Fonte: dagobertobellucci


 

Tra i tanti efferati crimini dei quali si macchiò il regime comunista sovietico passati sotto silenzio dalla storiografia ufficiale, sempre tollerante e sostanzialmente incline all’omertà dinanzi alla propaganda per decenni attivata in tutto il pianeta dai partiti comunisti legati alla Terza Internazionale dipendente totalmente dalla cricca di assassini al vertice del Cremlino, quello relativo all’eliminazione delle minoranze etniche e linguistiche interne rappresentò sicuramente una delle pagine più oscure all’interno delle quali al cinismo dei burocrati di Mosca si sommò l’omertà dell’Occidente.

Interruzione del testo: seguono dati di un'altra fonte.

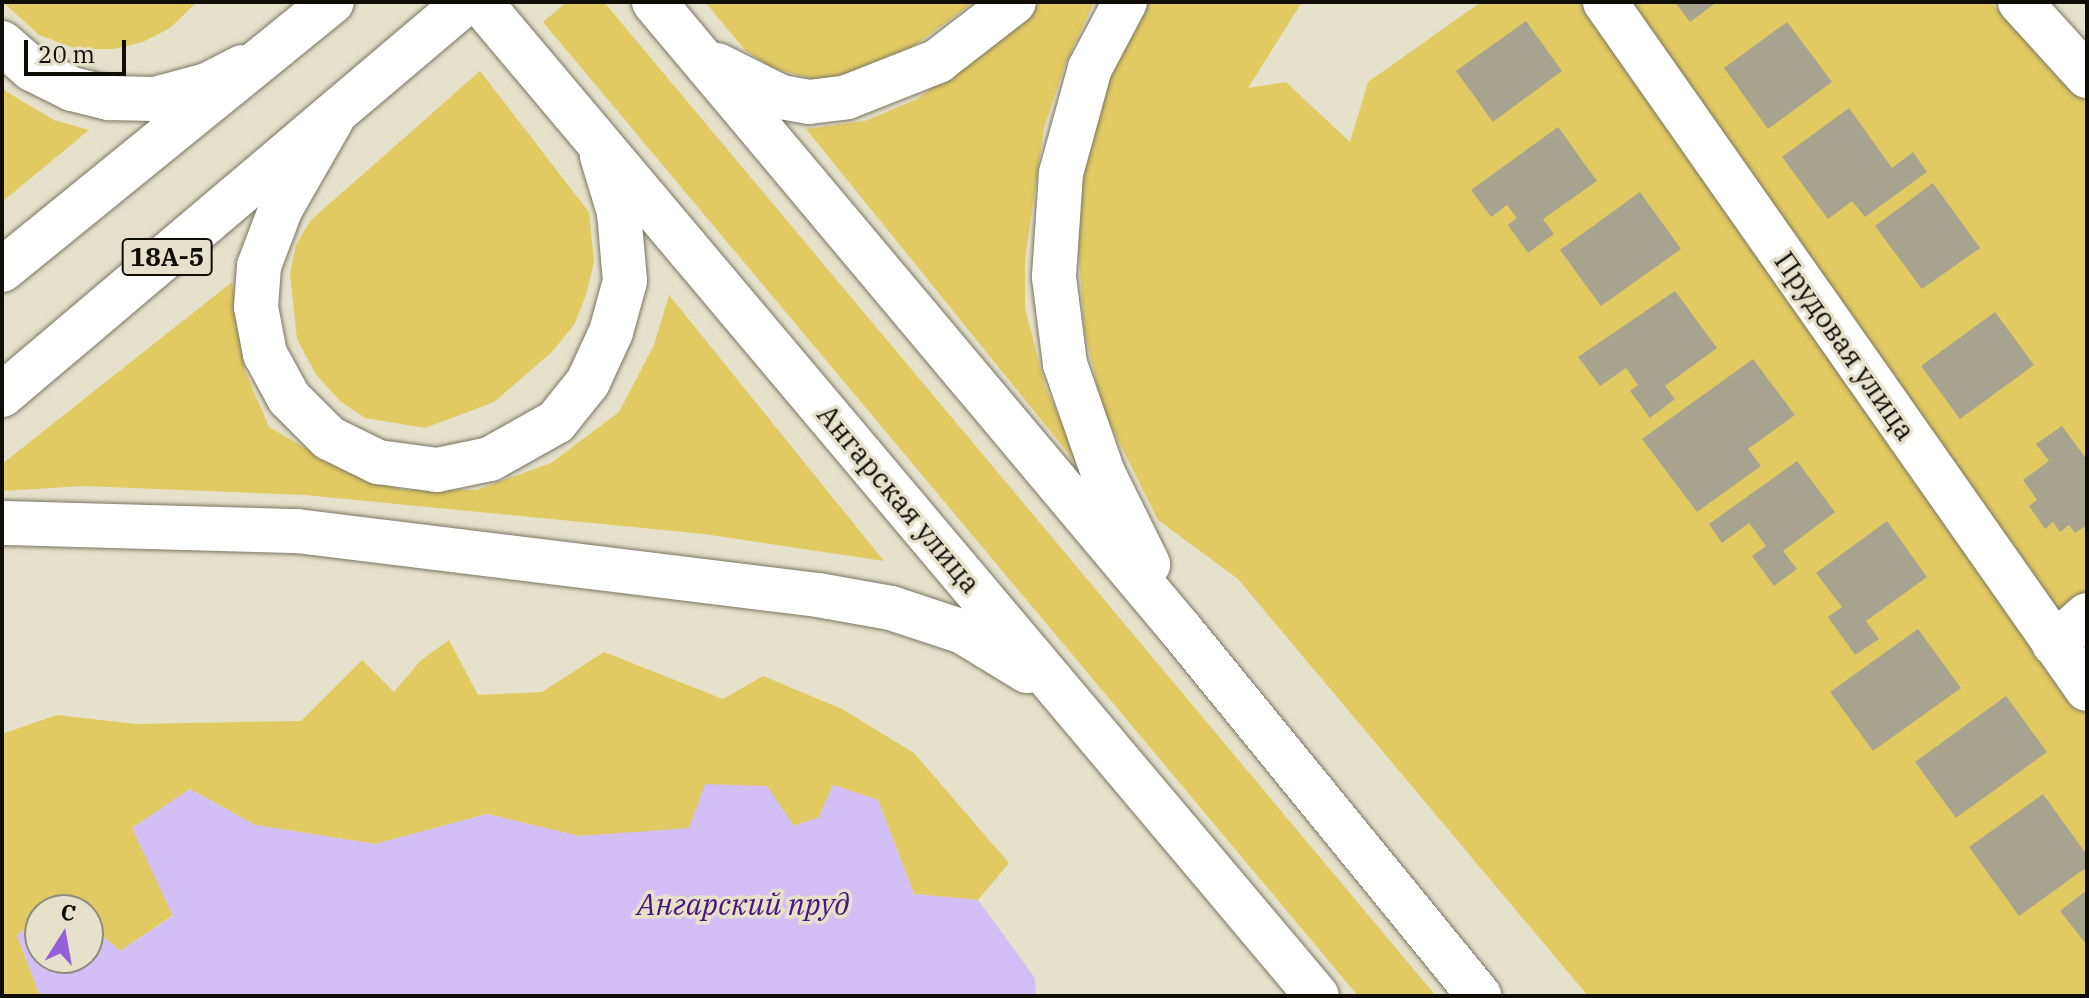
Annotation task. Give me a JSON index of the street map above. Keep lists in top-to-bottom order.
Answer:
{
  "streets": {
    "main road": ["18А-5", "Прудовая улица", "Ангарская улица"]
  },
  "water": ["Ангарский пруд"],
  "scale_bar": "20 m",
  "north": "top"
}
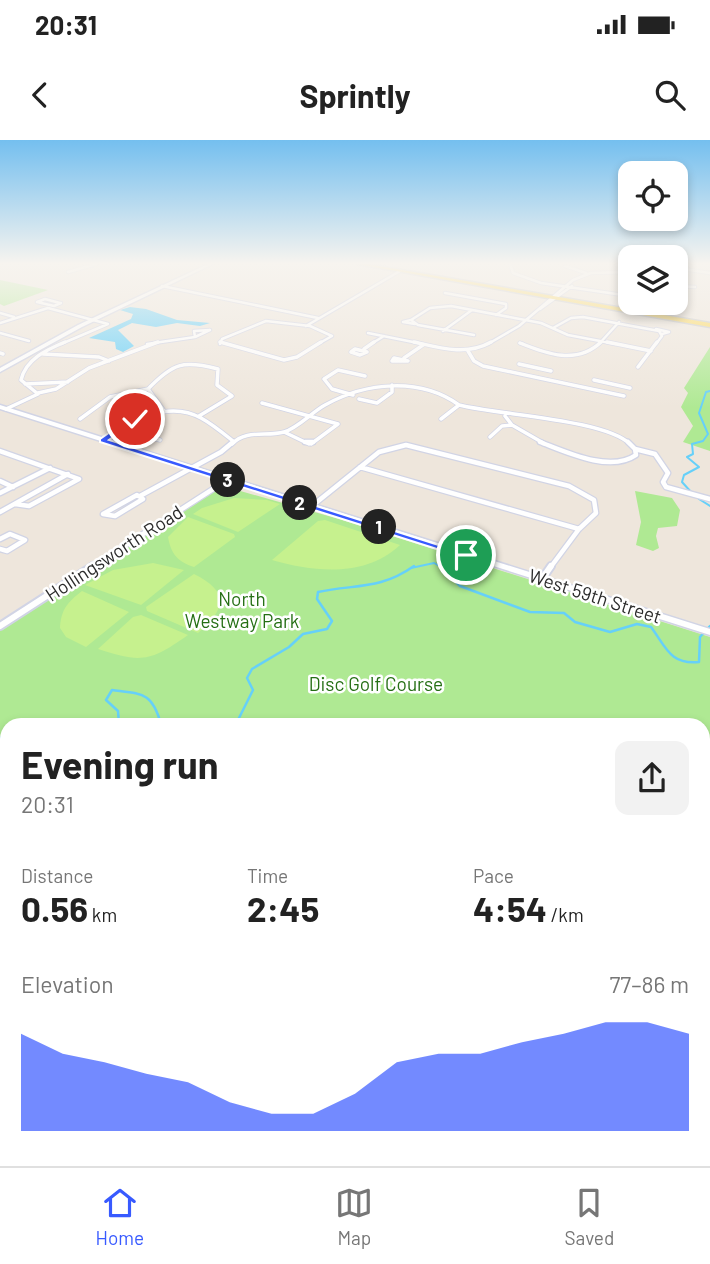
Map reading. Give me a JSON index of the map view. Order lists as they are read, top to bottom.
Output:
{
  "streets": {
    "street": ["Hollingsworth Road", "West 59th Street"]
  },
  "crossings": [
    ["Hollingsworth Road", "West 59th Street"]
  ],
  "parks": ["North Westway Park", "Disc Golf Course"],
  "page": {
    "status": "20:31",
    "header": "Sprintly",
    "pins": ["3", "2", "1"],
    "heading": ["Evening run", "20:31"],
    "stats": [
      ["Distance", "0.56 km"],
      ["Time", "2:45"],
      ["Pace", "4:54 /km"]
    ],
    "chart": ["Elevation", "77–86 m"],
    "tabs": ["Home", "Map", "Saved"]
  }
}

L’omertà occidentale – che accompagnerà vergognosamente per 70 anni la storia delle malefatte della banda criminale comunista salita al potere grazie al golpe  leninista della cosiddetta “rivoluzione” dell’Ottobre 1917 – si palesò in particolar modo per la sorte tristissima alla quale furono destinati i tedeschi del Volga, una delle minoranze etniche costituenti l’Impero russo.

La sorte dei tedeschi che popolavano le regioni del Volga non differisce sostanzialmente da quella che vedrà analoghe etnie subire la repressione e la politica di sterminio da parte del regime sovietico durante il periodo segnato da quella che l’allora padrone assoluto della Russia bolscevica, Iosif Stalin, definì come “grande guerra patriottica”.

L’iconografia ufficiale per anni propagandata in mezzo mondo dai sovietici di quella che venne presentata come una grande guerra di popolo contro l’aggressione tedesca del giugno 1941 dimenticò ovviamente di sottolineare con quale accanimento lo Stato bolscevico concepì la propria difesa nazionale a scapito di interi gruppi etnici e linguistici.

Questa fase del terrore sovietico, che rappresentò semplicemente un’escalation del tradizionale terrore comunista determinata dagli eventi bellici, si specializzò infatti a recidere a livello collettivo tutte quelle minoranze che furono individuate dagli apparati del regime come possibili “quinte colonne” interne. Intere popolazioni che furono deportate in massa come punizione collettiva in quanto la loro etnia veniva sospettata di “possibili forme di collaborazionismo” accusa generica alla quale ovviamente si aggiungevano quelle note, all’interno del sistema sterminazionista sovietico, di “attività sovversiva”, “spionaggio” e “deviazionismo” dalla linea ufficiale che, dopo il 1924 (morte di Lenin), andò progressivamente assumendo i canoni dell’idolatria verso la persona del “Padre della Patria” , Stalin, che non esiterà a scatenare a più riprese i suoi apparati repressivi contro tutti coloro i quali riteneva “nemici”: dai kulaki (i contadini) ai tradizionali ceti “borghesi”, dagli ex appartenenti all’aristocrazia al clero arrivando a vere e proprie purghe di massa all’interno dello stesso PCUS e, soprattutto nel biennio 1936/38, di tutte le istituzioni sovietiche (di partito, governative, militari).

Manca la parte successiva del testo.